- [Record excerpts]:
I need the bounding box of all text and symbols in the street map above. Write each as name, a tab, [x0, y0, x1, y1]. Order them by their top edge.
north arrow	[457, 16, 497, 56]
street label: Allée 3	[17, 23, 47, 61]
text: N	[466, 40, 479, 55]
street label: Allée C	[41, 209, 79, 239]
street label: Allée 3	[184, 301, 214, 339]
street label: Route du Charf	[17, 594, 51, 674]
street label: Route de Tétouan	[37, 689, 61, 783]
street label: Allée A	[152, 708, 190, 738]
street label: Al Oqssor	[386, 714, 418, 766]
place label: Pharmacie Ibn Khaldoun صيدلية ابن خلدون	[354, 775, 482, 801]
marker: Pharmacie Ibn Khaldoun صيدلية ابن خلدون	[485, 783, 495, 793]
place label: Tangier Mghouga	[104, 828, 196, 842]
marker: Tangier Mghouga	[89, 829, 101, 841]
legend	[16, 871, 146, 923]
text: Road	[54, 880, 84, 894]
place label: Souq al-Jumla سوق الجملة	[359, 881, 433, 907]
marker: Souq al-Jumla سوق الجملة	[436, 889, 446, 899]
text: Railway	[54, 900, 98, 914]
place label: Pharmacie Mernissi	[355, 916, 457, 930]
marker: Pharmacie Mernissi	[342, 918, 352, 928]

==

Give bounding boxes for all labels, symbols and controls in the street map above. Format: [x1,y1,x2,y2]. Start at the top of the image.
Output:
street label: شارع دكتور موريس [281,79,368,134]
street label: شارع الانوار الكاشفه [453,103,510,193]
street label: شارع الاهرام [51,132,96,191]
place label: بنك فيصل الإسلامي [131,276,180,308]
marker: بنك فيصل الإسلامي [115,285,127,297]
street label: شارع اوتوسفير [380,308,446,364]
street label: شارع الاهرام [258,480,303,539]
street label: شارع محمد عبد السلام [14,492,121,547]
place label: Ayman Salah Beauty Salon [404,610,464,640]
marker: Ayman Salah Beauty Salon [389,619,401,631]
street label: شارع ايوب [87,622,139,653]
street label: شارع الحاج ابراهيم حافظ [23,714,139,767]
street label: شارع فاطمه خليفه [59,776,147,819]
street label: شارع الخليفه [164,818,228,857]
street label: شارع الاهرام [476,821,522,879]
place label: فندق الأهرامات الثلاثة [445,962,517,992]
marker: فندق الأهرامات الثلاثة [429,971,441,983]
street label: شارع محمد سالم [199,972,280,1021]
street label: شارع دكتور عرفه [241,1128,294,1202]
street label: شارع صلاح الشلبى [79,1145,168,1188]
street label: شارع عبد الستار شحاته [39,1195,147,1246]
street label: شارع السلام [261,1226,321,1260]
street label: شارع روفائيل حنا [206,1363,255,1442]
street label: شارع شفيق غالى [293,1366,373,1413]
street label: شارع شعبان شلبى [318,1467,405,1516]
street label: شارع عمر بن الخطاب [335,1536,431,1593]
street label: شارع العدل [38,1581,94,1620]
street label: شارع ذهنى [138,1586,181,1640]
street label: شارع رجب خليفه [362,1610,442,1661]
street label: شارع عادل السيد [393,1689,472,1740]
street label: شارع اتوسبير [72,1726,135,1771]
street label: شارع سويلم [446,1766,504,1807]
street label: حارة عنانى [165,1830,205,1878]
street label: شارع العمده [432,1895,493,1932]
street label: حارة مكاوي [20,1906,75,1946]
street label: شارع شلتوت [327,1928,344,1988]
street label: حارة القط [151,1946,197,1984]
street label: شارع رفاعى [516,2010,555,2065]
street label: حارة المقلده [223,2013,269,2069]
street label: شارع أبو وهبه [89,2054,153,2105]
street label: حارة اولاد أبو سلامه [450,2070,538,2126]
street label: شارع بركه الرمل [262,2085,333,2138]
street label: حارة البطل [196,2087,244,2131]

- [Description of the task]: Using the records above, pull out each line where the word "Khaldoun" occurs.

- [Solution to this task]:
place label: Pharmacie Ibn Khaldoun صيدلية ابن خلدون	[354, 775, 482, 801]
marker: Pharmacie Ibn Khaldoun صيدلية ابن خلدون	[485, 783, 495, 793]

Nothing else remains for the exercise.